Date Time Data in Python

Codecademy Team
Learn how to work with date and time data in Python.

Introduction and motivation

When working with data, a common type of information you might be handling is date and time data. For example, this could be the timestamp of a purchase order in an e-commerce dataset, or the start and end date of an event for a calendar application.

Let’s take a look at the example dataset below, which contains events data with start and end date information. We used Python’s pandas library to create the DataFrame:

import pandas as pd
df = pd.DataFrame(data={
'event_id': [1, 2, 3],
'event_start': ['2021-01-01', '2021-02-01', '2021-03-01'],
'event_end': ['2021-01-10', '2021-02-20', '2021-03-30']
})
event_id event_start event_end
0 1 2021-01-01 2021-01-10
1 2 2021-02-01 2021-02-20
2 3 2021-03-01 2021-03-30

By default, pandas interprets the inputted dates as strings. We can verify that by checking the type of any of the values in the event_start or event_end column:

# Check type of first date in the event_start column
print(type(df.event_start[0]))
<class 'str'>

While this may not seem like an issue at first glance, there are many disadvantages to storing dates as plain text. For example, we would not be able to easily perform common operations like finding the duration between dates when they are stored as strings:

# This results in a TypeError
print(df.event_end - df.event_start)

But not to worry! The good news is that Python offers a special datetime type that makes it much easier to work with date and time data, and pandas has a corresponding Timestamp object with equivalent functionality. We can use pd.to_datetime() to cast the event_start and event_end columns to datetime and verify that each value is now a Timestamp object:

df.event_start = pd.to_datetime(df.event_start)
df.event_end = pd.to_datetime(df.event_end)
# Check type of first date in the event_start column
print(type(df.event_start[0]))
<class 'pandas._libs.tslibs.timestamps.Timestamp'>

Now, we can easily find the duration between the start and end date columns using the subtraction operator:

print(df.event_end - df.event_start)
0    9 days
1   19 days
2   29 days
dtype: timedelta64[ns]

This only scratches the surface of what we can do with datetimes! In the rest of the article, we will take a closer look at Python’s built-in datetime module, how to use it, and how it translates to working with pandas DataFrames.
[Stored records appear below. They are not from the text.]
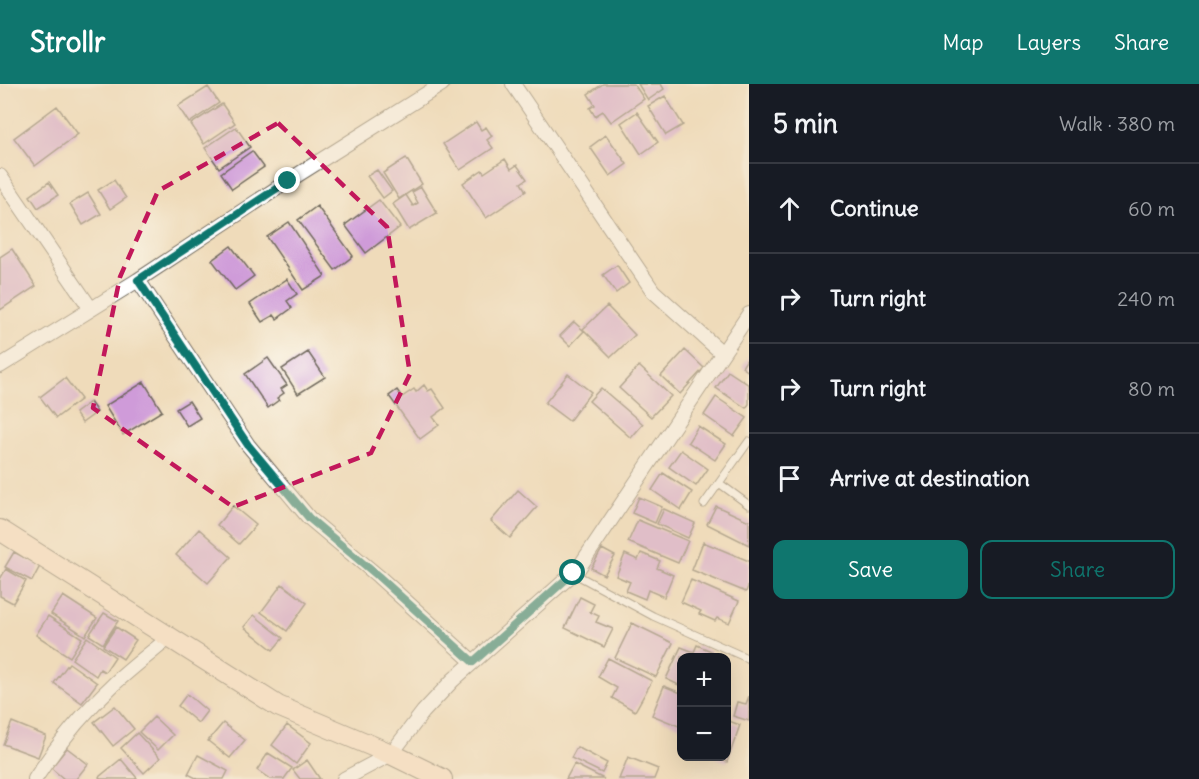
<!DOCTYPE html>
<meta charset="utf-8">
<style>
:root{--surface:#171b24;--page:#20242c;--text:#f1f3f6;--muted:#9ea1a6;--line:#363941;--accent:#0f766e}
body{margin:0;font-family:Delius,sans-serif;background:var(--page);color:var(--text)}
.controls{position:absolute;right:18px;bottom:18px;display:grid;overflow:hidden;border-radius:12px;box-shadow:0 6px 24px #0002}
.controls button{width:54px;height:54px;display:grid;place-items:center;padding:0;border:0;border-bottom:2px solid var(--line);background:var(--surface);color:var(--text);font:30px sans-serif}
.stop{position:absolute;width:18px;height:18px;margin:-14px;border:4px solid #0f766e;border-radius:50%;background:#fff}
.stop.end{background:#0f766e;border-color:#fff;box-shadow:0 2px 6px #0008}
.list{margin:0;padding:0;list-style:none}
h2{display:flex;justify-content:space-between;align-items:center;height:78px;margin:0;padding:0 24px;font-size:26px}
h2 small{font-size:20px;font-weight:400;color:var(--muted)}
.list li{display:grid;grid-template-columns:39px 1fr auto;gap:18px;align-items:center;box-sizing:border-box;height:90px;padding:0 24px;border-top:2px solid var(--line)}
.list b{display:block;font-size:22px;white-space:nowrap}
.list em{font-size:20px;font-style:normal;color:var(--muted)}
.actions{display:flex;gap:12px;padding:18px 24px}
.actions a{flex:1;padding:14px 0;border:2px solid var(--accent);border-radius:12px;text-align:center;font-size:21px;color:var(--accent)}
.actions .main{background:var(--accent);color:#fff}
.icon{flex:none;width:33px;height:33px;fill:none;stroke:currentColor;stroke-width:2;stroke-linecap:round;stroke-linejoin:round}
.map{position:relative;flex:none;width:749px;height:695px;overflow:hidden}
header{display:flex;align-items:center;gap:36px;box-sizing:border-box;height:84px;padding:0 30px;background:var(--accent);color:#fff}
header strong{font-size:28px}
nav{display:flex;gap:33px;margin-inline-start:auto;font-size:21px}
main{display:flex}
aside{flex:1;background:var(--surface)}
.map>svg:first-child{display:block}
</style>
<header>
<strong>Strollr</strong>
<nav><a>Map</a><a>Layers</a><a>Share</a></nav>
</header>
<main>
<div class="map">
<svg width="749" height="695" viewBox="0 0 749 695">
<rect width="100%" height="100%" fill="#fbf7ec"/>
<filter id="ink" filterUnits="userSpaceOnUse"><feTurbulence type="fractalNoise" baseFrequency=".0167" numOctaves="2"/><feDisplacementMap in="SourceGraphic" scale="12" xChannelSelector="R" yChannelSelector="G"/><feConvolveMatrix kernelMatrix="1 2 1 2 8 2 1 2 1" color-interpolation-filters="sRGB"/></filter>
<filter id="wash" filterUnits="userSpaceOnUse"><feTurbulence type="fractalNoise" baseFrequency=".008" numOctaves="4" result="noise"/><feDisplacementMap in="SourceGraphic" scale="24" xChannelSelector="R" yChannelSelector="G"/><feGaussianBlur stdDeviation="1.35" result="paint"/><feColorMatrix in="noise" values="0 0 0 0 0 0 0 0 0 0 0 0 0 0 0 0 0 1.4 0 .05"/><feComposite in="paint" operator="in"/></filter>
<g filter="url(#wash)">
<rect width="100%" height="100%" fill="#efdbba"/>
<g id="blocks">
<path fill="#cf9bd9" d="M603,0h31l10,15 -33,23 -8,-11 -8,5 -5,-8 5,-3 -7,-11z
M638,0h23l3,5 -16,11z
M208,3l11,16 -30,20 -11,-17z
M665,12l18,29 -17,10 -18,-29z
M222,20l13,19 -31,21 -13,-20z
M57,22l21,28 -43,32 -21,-28z
M637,28l21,30 -17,12 -20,-31z
M476,38l5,8 5,-3 6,9 -5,4 6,8 -33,22 -17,-26z
M236,43l14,20 -31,21 -14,-20z
M606,51l21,29 -17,12 -20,-29z
M252,67l12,16 -32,22 -11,-16z
M406,74l16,26 -23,15 -16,-26z
M505,75l6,10 6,-4 10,14 -6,4 5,8 -40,27 -23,-35 19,-13 2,3z
M377,86l15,21 -9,7 -16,-22z
M114,96l12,18 -16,11 -12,-19z
M49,98l9,13 -20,13 -8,-12z
M421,103l16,26 -28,17 -16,-26 13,-9 7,11 5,-3 -6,-11z
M88,109l13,21 -18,11 -13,-21z
M379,116l21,27 -34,26 -21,-28z
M317,122l36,50 -18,14 -37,-50z
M289,138l36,54 -22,14 -36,-53z
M231,162l23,30 -19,14 -23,-30z
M12,165l24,37 -36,24v-53z
M617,181l12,18 -13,10 -13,-18z
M287,195l10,15 -10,7 5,7 -15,11 -3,-4 -12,7 -12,-18z
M607,222l28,29 -24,22 -28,-28z
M574,238l10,9 -14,15 -10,-10z
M685,266l19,18 -24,26 -19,-18z
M308,268l17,25 -27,17 -16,-25z
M749,272v16l-7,-5z
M268,274l19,27 -6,4 3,4 -7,5 2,2 -11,8 -23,-34z
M639,282l32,30 -20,21 -32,-29z
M728,287l21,14v19l-3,4 -30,-20z
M568,290l23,18 -22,29 -24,-18z
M65,294l16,21 -25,19 -16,-21z
M144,298l18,29 -39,24 -18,-29z
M424,301l4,6 4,-2 13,19 -12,9 6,8 -19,14 -31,-43 8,-6 5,7 12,-8 2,3z
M601,304l42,36 -12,14 -42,-37z
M716,313l31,21 -13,18 -30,-21z
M189,317l11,17 -13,8 -11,-17z
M90,318l7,10 -15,11 -7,-10z
M698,342l28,18 -11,16 -27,-18z
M681,366l27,19 -12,17 -27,-19z
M663,389l29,19 -11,18 -29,-20z
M518,406l19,17 -27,31 -19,-17z
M639,413l23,10 -7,16 -23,-10z
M233,422l23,19 -17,19 -22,-19z
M716,422l33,15v24l-42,-21z
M664,425l31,14 -7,15 -31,-14z
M638,436l50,21 -10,22 -50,-21z
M199,445l32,28 -23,26 -32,-28z
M703,458l46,19v23l-3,8 -54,-22z
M602,465l13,7 -11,19 -13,-7z
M14,468l26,14 -8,15 -27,-14z
M641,469l19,8 -3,7 16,7 -9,22 -16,-7 -3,9 -19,-8 4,-9 -14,-6 9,-22 13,6z
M6,485l20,12 -13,22 -13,-7v-17z
M691,496l48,21 -10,22 -12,-5 -2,3 -16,-7 2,-3 -20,-9z
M282,500l25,19 -20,28 -26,-19z
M63,512l34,22 -12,18 -34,-22z
M580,513l14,7 -4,8 9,4 -3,6 17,7 -9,18 -39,-19z
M104,529l14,8 -15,23 -14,-9z
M254,531l29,23 -10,12 -29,-23z
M48,532l34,22 -12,19 -34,-22z
M632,539l41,20 -17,34 -41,-19z
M116,543l20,13 -13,19 -20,-13z
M87,553l28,20 -10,15 -5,-3 -4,7 -24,-17z
M697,561l14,6 -2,6h-28v29l-15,-7 15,-32 13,5z
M608,574l44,23 -17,30 -23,-13 5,-10 -19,-11z
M69,579l28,20 -15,20 -28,-20z
M664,602l17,7v34l-29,-12z
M187,610l20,17 -9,12 -20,-17z
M749,612v25l-16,-5 4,-14 9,2z
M115,622l19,23 -21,17 -19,-24z
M154,633l19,18 -15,15 -19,-18z
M726,636l14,5 -13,37 -13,-5 12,-1z
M12,638l34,14 -8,21 -35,-13z
M223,639l22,17 -15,18 -22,-17z
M287,641l24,18 -15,21 -24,-19z
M137,649l23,25 -16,15 -23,-25z
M577,663l30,16 -5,10 -31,-15z
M67,664l21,16 -12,15h-12l-13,-11z
M268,669l24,15 -8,11h-14l-13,-9z
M198,671l30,16 -4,8h-26l-10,-5z
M628,673l30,12 -4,10h-35z
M121,675l16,19 -2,1h-35l-1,-2z
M307,676l13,19h-20l-7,-9z
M574,680l30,15h-38z"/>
</g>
</g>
<g filter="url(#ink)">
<use href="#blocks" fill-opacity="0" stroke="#70695d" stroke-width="1.5"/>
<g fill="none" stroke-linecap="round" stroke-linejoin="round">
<defs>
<path id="lane" d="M719,399l30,22
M704,420l45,-63
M573,489l80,43 96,43"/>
<path id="street" d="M513,0l140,207 69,62
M0,92l91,133
M138,196l110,165 61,73 69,58 95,86
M0,282l138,-86 150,-99 154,-97
M35,695c22,-34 48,-66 78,-94 18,-17 38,-32 57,-48
M344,695l47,-25 32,-42 30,-32 125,-111 171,-255"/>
<path id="secondary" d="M0,446l278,176 113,48 51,25"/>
</defs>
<use href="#lane" stroke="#70695d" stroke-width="9"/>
<use href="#street" stroke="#70695d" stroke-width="16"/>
<use href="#secondary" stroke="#70695d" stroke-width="22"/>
<use href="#lane" stroke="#fff" stroke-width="7"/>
<use href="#street" stroke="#fff" stroke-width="14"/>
<use href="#secondary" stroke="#fce5cf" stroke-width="20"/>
</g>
</g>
<g fill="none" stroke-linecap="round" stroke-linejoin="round" filter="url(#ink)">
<path stroke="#0f766e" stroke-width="8" d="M288,97l-150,99 110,165 61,73 69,58 95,86 100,-89"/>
</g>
<path d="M0 0H749V695H0ZM278,39l109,104 23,147 -39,79 -138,54 -140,-99 27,-131 38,-86z" fill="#efdbba" fill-opacity=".55" fill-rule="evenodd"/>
<path fill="none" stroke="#c2185b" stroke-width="4.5" stroke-dasharray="12 8" stroke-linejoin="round" d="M278,39l109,104 23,147 -39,79 -138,54 -140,-99 27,-131 38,-86z"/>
</svg>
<div class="controls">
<button>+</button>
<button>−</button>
</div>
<div class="stop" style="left:573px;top:489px"></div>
<div class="stop end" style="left:288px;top:97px"></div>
</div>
<aside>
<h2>5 min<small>Walk · 380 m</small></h2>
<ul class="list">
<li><svg class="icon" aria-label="ahead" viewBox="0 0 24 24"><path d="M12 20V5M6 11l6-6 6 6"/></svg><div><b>Continue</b></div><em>60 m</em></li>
<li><svg class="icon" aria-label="right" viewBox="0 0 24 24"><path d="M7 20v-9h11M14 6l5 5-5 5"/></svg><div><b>Turn right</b></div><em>240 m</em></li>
<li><svg class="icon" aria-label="right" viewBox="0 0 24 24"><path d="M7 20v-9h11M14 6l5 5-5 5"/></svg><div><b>Turn right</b></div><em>80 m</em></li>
<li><svg class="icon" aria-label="arrive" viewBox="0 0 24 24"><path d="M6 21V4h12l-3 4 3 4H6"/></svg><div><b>Arrive at destination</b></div></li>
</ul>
<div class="actions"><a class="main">Save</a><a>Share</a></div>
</aside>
</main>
Importing the datetime module

Python’s datetime module provides several classes for working with date and time data. The one we will be focusing on in this article is the datetime class, but there are other types available. See the datetime module documentation for more details.

We can use the following line of code to import the datetime class from the datetime module. Note that the first datetime refers to the module and the second refers to the class:

from datetime import datetime

Creating a datetime object

To create a new instance of the datetime class, we need to supply the year, month, and day arguments, and optionally any time information, otherwise midnight will be assumed. This creates an object that represents the specified date and time.

For example, let’s create a datetime object representing the start of the 21st century, January 1st of 2000:

# First 3 arguments are year, month, and day
twentyfirst_century = datetime(2000, 1, 1)

This would be equivalent to specifying 0 for the hour, minute, and second arguments, since 0 is already the default value for these arguments:

# Next 3 arguments are hour, minute, and second
twentyfirst_century = datetime(2000, 1, 1, 0, 0, 0)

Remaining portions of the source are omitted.